- _Problem_: Where a line of the data holds the word "radius", copy that line.

- _Source material_:

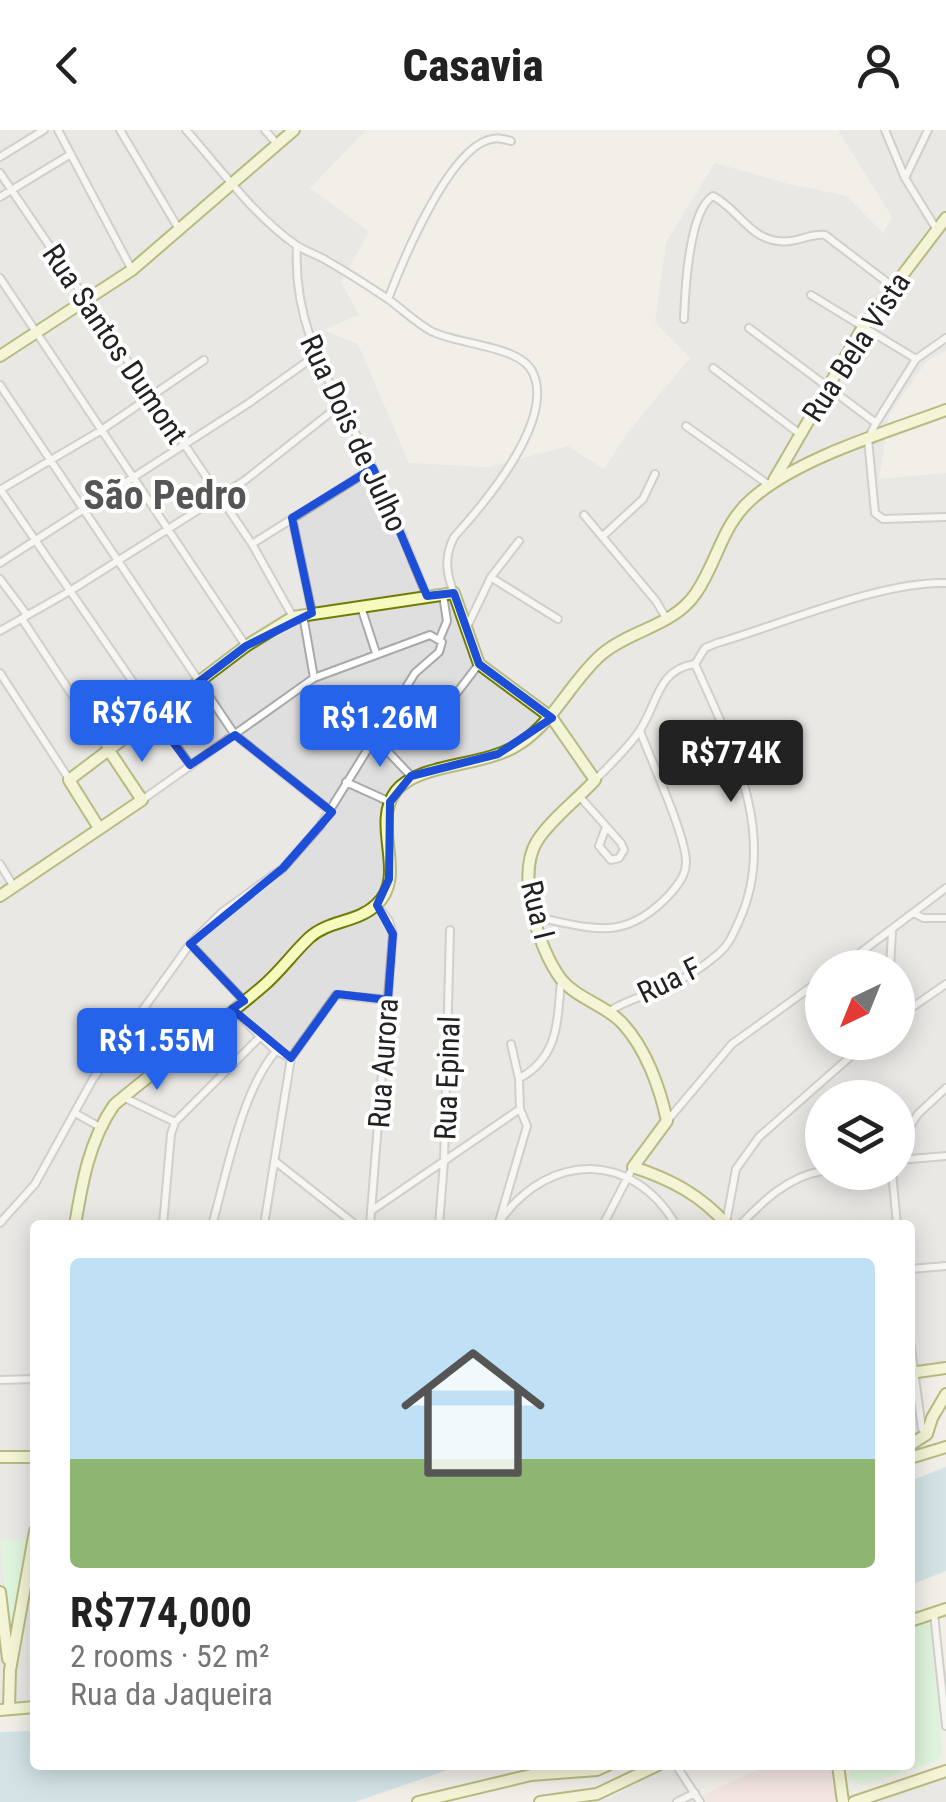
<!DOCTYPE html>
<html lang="en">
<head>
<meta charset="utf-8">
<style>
	:root { --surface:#fff; --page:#f6f6f6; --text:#222; --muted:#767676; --line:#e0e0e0; --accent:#2563eb }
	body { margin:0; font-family:"Roboto Condensed",sans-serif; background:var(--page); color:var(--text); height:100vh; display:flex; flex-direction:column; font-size:38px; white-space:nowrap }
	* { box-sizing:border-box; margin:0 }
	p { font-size:32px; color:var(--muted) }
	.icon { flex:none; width:55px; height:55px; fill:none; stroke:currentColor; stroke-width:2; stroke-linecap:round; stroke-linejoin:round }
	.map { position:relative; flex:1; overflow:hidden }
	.details { position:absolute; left:30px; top:1090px; width:885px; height:550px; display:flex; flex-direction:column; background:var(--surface); border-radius:10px; box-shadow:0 5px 25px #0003 }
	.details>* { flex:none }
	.needle { width:65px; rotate:223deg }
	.controls { position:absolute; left:805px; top:820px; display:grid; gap:20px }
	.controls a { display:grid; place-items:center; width:110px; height:110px; border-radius:50%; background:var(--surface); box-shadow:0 5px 25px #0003; font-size:50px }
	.price { position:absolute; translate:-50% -85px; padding:0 22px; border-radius:10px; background:var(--accent); color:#fff; font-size:32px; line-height:65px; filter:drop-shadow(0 2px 5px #0008) }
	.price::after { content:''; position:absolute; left:50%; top:60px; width:30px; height:22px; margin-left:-15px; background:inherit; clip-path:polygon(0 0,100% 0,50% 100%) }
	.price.current { background:#222; color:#fff }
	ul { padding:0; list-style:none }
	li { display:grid; align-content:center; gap:20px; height:530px; padding:0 40px }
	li+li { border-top:2px solid var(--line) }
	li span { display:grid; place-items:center; height:310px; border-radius:10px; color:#555 }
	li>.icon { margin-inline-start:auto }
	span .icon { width:180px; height:180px; fill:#fffc; stroke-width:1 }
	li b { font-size:42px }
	header { display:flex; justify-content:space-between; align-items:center; height:130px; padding:0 40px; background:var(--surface); font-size:45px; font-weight:800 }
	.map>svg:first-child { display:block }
	.residential { fill:#e0dfdf; fill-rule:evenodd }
	.commercial { fill:#f2dad9 }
	.park { fill:#c8facc }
	.water { fill:#aad3df }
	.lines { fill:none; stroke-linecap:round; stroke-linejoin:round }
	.street-casing { stroke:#a9a9a9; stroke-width:10 }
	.secondary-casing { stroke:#707d05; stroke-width:14 }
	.street { stroke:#fff; stroke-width:6 }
	.secondary { stroke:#f7fabf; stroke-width:10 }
	.marked { fill:none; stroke:#1d4ed8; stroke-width:8; stroke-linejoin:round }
	.labels { text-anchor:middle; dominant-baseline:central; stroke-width:8; stroke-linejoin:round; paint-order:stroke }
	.street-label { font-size:30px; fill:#222; stroke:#fff }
	.district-label { font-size:40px; font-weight:bold; fill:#555; stroke:#fff }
</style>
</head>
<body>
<header><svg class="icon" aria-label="back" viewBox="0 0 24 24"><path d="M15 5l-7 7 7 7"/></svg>Casavia<svg class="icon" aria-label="person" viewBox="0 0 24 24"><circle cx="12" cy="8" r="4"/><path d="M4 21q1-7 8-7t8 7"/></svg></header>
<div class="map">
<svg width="946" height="1672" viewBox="0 0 946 1672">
	<rect width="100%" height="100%" fill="#f2efe9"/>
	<path class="residential" d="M0 0H366L310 58 369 102 341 152 359 185 323 200 358 214 409 333 489 337 568 316 604 339 628 302 690 228 655 192 666 112 715 33 789 54 847 66 883 103 892 87 838 0H946V220L926 232 889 285 879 349 946 343V1241L913 1246 922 1316 910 1320V1095H35V1581L0 1585ZM822 838H898V912H822ZM822 968H898V1042H822Z
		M671 1635 696 1672H587L610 1668Z
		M946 1645V1672H869Z"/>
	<path class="commercial" d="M768 1635H832L837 1669 834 1672H705L701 1666Z"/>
	<path class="park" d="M31 1409 11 1519 0 1410Z
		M929 1489 943 1624 934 1632 862 1655 850 1649 849 1635H910V1496Z"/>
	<path class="water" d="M946 1337V1441L910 1455V1351Z
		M35 1601V1635H462L355 1672H0V1602Z"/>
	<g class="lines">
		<defs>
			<path id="street" d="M58 0 132 140
				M120 0 180 101
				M186 0C220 38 254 86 296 115 305 121 315 124 324 129 345 141 367 155 388 169 402 179 415 192 431 201 457 215 521 215 533 243 555 291 484 374 454 407 444 427 446 443 454 463
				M265 0 277 14
				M885 0 905 48 937 100
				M0 27 44 0
				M0 43 252 414 293 487
				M905 48 928 0
				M0 67 71 24
				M297 116C292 204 337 262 373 338 393 380 409 424 427 466
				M0 148 246 516
				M811 165 916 229
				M388 169C403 130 447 23 488 10 496 7 503 9 511 11
				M684 189C685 161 689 80 713 66 737 78 749 108 778 111 796 114 809 103 825 105L892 156
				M749 198 876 293 868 309 875 383 883 389 946 387
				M713 238 800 304
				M0 255 235 605 329 680
				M876 293 916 229 946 208
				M686 296 769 355
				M0 359 190 635
				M0 360 100 301 204 230
				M584 385 656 471 666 488
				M292 388 312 483
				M603 406 643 369 655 344
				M252 414 373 338
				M0 433 249 273 315 226
				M492 448 558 489
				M0 449 27 485
				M361 477 376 523
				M303 485 314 548
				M22 489 109 621
				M467 497 491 447 519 411
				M0 501 70 461 244 351 340 275
				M440 508 447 491 443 465
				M695 534 705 518 717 513C783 494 881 451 946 453
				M0 543 69 649
				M436 590 479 534
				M375 608 411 646
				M595 650C610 635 626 620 638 603 657 578 656 539 695 534
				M346 652 390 672
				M580 667 621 713 624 720 619 728 611 730 599 716 606 697
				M0 734 14 757
				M914 783 923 788H946
				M535 787C592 798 624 813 669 765 678 755 686 745 686 732 686 706 651 630 640 601
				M190 814 244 871
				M840 838 946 758
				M890 838 892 802
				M232 879 276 921 291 928
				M610 881C628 869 646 866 666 857 684 849 703 837 718 824 729 815 733 804 739 791 779 704 731 615 695 534
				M898 887 946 854
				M123 911 153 943
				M520 948C559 926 557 892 561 851
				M123 967 175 992
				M75 983 100 997
				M667 991 732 914 822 849
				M898 1014 918 984 946 958
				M898 1030 946 1026
				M276 1032 356 1095
				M892 1042 897 1095
				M371 1081 520 979
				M502 1088C551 1022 633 1021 676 1095
				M0 1093 35 1054 93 949 190 814 221 783 283 738 320 696 415 543 439 522 442 512 430 505 314 548 142 670
				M726 1093 736 1039 759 1007 867 912
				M163 1095 171 1004 175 992 260 907
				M212 1095C227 1043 241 962 276 921
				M264 1095 291 928 336 865 388 870
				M370 1095 393 804 389 791 377 775
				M439 1095 444 1032 450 800
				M498 1095 527 996 520 979 519 949 511 914
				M603 1095 633 1037
				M740 1095C764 1070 788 1047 822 1041
				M910 1139 946 1136
				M910 1211 922 1299
				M0 1250 35 1249
				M934 1484 946 1596
				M676 1635 700 1672
				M677 1672 695 1663"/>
			<path id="secondary" d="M0 226 132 140 294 0
				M774 350 863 197 946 88
				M99 698 69 650 246 516 293 487 454 463 479 534 552 588 595 650C577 670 552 688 537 711 516 745 538 819 561 849 577 869 606 875 623 894 646 919 660 958 667 991L633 1037C670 1049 701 1065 727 1095
				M0 766 142 670 110 622
				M75 1095C82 1053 89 1011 114 975 162 934 214 898 262 857 280 842 292 824 309 808 328 790 357 793 376 775 409 746 370 695 396 661 419 632 485 638 521 613 556 589 571 551 602 524 630 500 674 496 696 463 718 431 722 393 754 367 801 327 887 302 946 280
				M910 1243 946 1238
				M910 1315 927 1304 932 1288 946 1264
				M0 1327H35
				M910 1328 946 1317
				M0 1462 8 1529
				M910 1491 946 1479
				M9 1579 10 1540 35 1401
				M0 1580 35 1577
				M838 1635 843 1672
				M418 1672 531 1645 597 1640 608 1635
				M540 1672 597 1664 658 1635
				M854 1672 946 1641"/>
		</defs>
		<use href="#street" class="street-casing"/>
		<use href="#secondary" class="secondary-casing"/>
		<use href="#street" class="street"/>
		<use href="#secondary" class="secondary"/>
	</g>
	<path d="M0 0H946V1672H0ZM373 338 427 466 454 463 479 534 552 588 498 624 411 646 390 672 389 749 377 775 393 804 388 870 337 864 291 928 232 879 244 871 190 814 283 738 332 682 235 605 190 635 154 586 246 516 312 483 292 388Z" fill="#f2efe9" fill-opacity=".55" fill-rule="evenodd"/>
	<path class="marked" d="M373 338 427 466 454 463 479 534 552 588 498 624 411 646 390 672 389 749 377 775 393 804 388 870 337 864 291 928 232 879 244 871 190 814 283 738 332 682 235 605 190 635 154 586 246 516 312 483 292 388Z"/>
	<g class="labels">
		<g class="street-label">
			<text transform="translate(115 214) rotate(56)">Rua Santos Dumont</text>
			<text transform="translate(856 217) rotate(-57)">Rua Bela Vista</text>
			<text transform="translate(354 303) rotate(65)">Rua Dois de Julho</text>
			<text transform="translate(538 780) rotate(76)">Rua I</text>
			<text transform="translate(669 850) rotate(-26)">Rua F</text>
			<text transform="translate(383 933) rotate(-86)">Rua Aurora</text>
			<text transform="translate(447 948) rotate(-88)">Rua Epinal</text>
		</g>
		<g class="district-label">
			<text x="165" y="365">São Pedro</text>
		</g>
	</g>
</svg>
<div class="controls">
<a><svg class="needle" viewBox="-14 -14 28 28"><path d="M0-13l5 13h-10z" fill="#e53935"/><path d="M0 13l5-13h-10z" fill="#767676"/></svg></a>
<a><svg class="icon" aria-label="layers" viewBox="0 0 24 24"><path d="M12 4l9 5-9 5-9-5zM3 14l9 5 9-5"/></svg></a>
</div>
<b class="price" style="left:142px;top:635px">R$764K</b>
<b class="price" style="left:380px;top:640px">R$1.26M</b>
<b class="price current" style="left:731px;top:675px">R$774K</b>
<b class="price" style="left:157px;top:963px">R$1.55M</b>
<section class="details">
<ul>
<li><span style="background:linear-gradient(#bfe0f5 65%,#8fb573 0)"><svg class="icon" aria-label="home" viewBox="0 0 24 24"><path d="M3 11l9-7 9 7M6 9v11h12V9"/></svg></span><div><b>R$774,000</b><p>2 rooms · 52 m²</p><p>Rua da Jaqueira</p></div></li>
</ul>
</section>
</div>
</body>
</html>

- _Written solution_:
	.details { position:absolute; left:30px; top:1090px; width:885px; height:550px; display:flex; flex-direction:column; background:var(--surface); border-radius:10px; box-shadow:0 5px 25px #0003 }
	.controls a { display:grid; place-items:center; width:110px; height:110px; border-radius:50%; background:var(--surface); box-shadow:0 5px 25px #0003; font-size:50px }
	.price { position:absolute; translate:-50% -85px; padding:0 22px; border-radius:10px; background:var(--accent); color:#fff; font-size:32px; line-height:65px; filter:drop-shadow(0 2px 5px #0008) }
	li span { display:grid; place-items:center; height:310px; border-radius:10px; color:#555 }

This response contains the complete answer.